C’est une excellente nouvelle pour tous les habitants d’Afrique, où le rotavirus est trop souvent accepté comme un fait inéluctable. On estime qu’un large accès aux vaccins antirotavirus dans les pays à faibles revenus pourrait sauver près de 225 000 enfants de la mort chaque année. D’ailleurs, l’Organisation mondiale de la santé (OMS) recommande vivement d’inclure le rotavirus dans tous les programmes de vaccination tant il est de nature à sauver des vies.

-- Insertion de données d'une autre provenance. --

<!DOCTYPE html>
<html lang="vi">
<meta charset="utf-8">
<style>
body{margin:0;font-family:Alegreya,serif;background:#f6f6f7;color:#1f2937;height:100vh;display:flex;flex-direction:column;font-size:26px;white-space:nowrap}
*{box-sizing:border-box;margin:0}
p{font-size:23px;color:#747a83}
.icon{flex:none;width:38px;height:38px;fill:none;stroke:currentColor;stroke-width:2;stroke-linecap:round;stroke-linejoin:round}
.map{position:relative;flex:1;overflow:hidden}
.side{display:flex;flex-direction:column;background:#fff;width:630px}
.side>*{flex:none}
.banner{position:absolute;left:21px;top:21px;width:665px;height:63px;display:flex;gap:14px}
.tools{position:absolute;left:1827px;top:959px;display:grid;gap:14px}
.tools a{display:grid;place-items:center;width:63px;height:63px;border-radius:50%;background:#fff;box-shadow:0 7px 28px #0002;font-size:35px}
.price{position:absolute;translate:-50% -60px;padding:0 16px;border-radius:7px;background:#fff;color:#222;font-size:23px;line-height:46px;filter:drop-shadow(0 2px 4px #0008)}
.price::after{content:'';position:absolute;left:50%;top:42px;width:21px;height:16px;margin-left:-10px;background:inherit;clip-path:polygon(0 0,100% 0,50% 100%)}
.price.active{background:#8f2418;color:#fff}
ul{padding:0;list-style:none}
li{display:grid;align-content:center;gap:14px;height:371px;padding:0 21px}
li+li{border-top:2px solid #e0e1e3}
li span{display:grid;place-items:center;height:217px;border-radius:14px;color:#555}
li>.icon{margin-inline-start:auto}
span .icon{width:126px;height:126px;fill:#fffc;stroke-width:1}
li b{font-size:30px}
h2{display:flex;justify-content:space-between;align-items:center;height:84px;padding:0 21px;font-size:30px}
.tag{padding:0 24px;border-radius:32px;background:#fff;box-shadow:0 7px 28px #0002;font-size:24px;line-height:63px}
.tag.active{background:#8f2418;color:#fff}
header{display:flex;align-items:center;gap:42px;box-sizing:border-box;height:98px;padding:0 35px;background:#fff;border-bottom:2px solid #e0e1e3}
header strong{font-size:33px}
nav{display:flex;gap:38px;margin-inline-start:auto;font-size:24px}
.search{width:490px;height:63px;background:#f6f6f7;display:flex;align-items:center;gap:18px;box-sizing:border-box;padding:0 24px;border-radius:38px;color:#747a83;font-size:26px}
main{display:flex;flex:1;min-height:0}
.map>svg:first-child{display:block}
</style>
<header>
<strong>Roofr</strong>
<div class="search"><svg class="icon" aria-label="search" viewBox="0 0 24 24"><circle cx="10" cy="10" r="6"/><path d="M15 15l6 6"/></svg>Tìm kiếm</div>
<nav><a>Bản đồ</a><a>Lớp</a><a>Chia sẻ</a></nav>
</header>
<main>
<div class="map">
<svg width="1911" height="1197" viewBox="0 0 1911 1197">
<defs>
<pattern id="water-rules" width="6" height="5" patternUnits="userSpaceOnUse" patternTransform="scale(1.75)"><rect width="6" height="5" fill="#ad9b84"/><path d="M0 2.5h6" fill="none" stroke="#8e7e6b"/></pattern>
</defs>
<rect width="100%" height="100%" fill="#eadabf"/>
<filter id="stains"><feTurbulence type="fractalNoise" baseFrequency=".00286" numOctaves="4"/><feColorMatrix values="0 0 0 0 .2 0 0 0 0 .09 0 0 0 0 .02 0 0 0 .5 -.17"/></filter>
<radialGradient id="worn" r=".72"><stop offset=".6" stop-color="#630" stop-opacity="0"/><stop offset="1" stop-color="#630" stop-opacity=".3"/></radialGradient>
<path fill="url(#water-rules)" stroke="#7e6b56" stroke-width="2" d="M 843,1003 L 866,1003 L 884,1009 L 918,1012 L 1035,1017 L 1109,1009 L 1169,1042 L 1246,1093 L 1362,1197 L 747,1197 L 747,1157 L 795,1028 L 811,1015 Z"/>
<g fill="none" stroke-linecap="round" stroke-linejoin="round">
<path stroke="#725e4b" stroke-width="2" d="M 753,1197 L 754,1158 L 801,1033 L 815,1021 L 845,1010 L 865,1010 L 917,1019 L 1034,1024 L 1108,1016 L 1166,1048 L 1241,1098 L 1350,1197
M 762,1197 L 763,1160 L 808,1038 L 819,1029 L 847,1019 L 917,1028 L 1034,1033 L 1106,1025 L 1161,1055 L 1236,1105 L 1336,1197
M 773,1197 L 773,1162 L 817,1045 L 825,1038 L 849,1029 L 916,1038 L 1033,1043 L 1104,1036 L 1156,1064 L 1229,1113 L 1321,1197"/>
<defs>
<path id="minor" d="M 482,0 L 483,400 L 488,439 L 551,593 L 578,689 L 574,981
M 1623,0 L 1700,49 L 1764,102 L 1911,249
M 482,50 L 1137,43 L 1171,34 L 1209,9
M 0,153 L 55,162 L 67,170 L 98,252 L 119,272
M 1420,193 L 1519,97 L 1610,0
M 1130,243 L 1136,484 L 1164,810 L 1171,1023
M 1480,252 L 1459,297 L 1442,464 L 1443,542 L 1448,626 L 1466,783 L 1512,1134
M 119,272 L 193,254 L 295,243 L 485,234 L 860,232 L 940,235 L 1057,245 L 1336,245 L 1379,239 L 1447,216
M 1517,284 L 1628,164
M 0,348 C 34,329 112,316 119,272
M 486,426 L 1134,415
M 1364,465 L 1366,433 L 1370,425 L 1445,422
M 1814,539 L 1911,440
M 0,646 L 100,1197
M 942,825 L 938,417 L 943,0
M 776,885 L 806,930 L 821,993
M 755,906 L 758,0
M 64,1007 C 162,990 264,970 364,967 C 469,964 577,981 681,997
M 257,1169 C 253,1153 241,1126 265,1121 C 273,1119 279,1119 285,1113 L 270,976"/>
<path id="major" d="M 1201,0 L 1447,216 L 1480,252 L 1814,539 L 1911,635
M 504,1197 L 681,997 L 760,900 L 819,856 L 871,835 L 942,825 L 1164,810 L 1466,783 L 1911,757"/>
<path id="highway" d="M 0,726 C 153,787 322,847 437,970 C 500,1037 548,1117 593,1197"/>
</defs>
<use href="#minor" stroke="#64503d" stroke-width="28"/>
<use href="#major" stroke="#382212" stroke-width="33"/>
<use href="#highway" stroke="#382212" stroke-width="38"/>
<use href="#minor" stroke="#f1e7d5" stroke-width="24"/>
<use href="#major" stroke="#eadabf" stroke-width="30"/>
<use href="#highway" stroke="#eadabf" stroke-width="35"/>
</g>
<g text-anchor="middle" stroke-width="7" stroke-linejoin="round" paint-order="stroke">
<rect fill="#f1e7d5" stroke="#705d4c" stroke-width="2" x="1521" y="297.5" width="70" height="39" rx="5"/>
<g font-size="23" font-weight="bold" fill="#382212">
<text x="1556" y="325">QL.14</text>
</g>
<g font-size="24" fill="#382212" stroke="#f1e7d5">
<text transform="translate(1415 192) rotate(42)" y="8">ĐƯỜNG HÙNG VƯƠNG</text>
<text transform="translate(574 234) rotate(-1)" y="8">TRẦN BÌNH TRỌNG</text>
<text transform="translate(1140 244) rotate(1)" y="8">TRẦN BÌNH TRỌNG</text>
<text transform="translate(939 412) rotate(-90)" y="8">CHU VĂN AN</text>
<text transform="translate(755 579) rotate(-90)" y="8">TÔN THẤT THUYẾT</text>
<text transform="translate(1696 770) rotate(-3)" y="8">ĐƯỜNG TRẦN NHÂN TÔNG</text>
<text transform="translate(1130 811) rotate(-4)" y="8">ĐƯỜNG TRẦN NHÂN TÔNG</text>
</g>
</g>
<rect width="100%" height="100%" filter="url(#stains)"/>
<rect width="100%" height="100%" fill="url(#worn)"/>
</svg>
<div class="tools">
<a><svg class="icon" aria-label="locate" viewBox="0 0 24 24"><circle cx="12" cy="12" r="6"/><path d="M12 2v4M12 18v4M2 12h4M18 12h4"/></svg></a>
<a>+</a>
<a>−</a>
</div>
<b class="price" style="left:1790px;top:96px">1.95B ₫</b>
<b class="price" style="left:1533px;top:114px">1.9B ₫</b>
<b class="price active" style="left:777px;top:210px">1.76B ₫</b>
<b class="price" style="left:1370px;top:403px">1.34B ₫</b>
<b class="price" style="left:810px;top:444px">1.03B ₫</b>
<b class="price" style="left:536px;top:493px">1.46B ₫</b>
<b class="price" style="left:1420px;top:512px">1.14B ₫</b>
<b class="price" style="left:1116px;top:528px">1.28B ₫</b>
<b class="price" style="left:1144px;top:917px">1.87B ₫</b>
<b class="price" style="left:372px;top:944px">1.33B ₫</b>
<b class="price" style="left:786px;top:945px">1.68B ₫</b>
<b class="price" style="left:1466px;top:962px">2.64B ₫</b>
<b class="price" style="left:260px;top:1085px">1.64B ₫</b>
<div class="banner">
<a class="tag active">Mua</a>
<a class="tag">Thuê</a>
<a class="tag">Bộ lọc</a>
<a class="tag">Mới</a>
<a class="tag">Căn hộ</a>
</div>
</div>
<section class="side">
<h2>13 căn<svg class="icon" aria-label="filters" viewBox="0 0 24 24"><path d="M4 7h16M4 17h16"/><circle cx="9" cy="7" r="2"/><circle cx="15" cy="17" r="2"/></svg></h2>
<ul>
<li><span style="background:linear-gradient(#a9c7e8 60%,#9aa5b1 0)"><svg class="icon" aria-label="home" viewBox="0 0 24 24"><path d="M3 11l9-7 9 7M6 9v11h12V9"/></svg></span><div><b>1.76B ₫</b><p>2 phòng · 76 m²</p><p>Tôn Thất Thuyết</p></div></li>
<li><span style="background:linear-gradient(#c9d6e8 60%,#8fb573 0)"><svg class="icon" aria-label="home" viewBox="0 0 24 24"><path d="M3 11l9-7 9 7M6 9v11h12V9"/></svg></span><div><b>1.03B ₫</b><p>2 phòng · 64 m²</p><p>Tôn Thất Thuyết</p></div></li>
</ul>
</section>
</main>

Mais même les vaccins les plus efficaces n’auront un impact que si les malades en ont accès. L’an dernier, il y avait beaucoup de progrès en Afrique pour rendre disponible les vaccins. Le Mali, d’où je viens, a été l’un des tout premiers avec le Burkina Faso et le Niger à lancer un nouveau vaccin contre la méningite A, le MenAfriVac, qui a pu sauver la vie de 15 000 personnes chaque année. D’autres pays, comme le Kenya, sont entrain de lancer un vaccin contre la pneumonie. Nous avons maintenant l’occasion de démontrer le même type de leadership et améliorer ces succès avec le rotavirus.
Nous en appelons à nos gouvernants pour qu’ils collaborent avec Gavi Alliance et considèrent comme immédiatement prioritaire un accès rapide aux vaccins antirotavirus pour tous les enfants du pays. Plus nous attendrons, plus nous perdrons de vies.
Nous exhortons aussi l’industrie pharmaceutique à continuer de rendre la vaccination plus accessible. Baisser le prix des vaccins actuels et créer des opportunités pour d’autres vaccins, meilleurs et moins chers, sont deux démarches qui garantiront que les fonds fournis par Gavi Alliance sauveront davantage de vies. Les pouvoirs publics, les donateurs et les fabricants ont tous un rôle crucial à jouer dans cette démarche.
Enfin, j’espère que la communauté internationale continuera de reconnaître l’importance des vaccins et le fait que ses contributions sont essentielles pour soutenir l’introduction de ces outils dont l’efficacité est prouvée. Car si c’est le rotavirus aujourd’hui, demain on disposera peut-être de nouveaux vaccins contre le paludisme, la typhoïde ou la fièvre dengue.
Les vaccins ne suffiront pas à eux seuls à débarrasser la planète du rotavirus ni à résoudre des problèmes de santé publique persistants. Un assainissement amélioré et le renforcement des systèmes sanitaires restent des problèmes qui doivent mobiliser notre attention à long terme. Mais permettre l’accès aux vaccins antirotavirus est une démarche simple et primordiale pour sauver des milliers de vies dès aujourd’hui.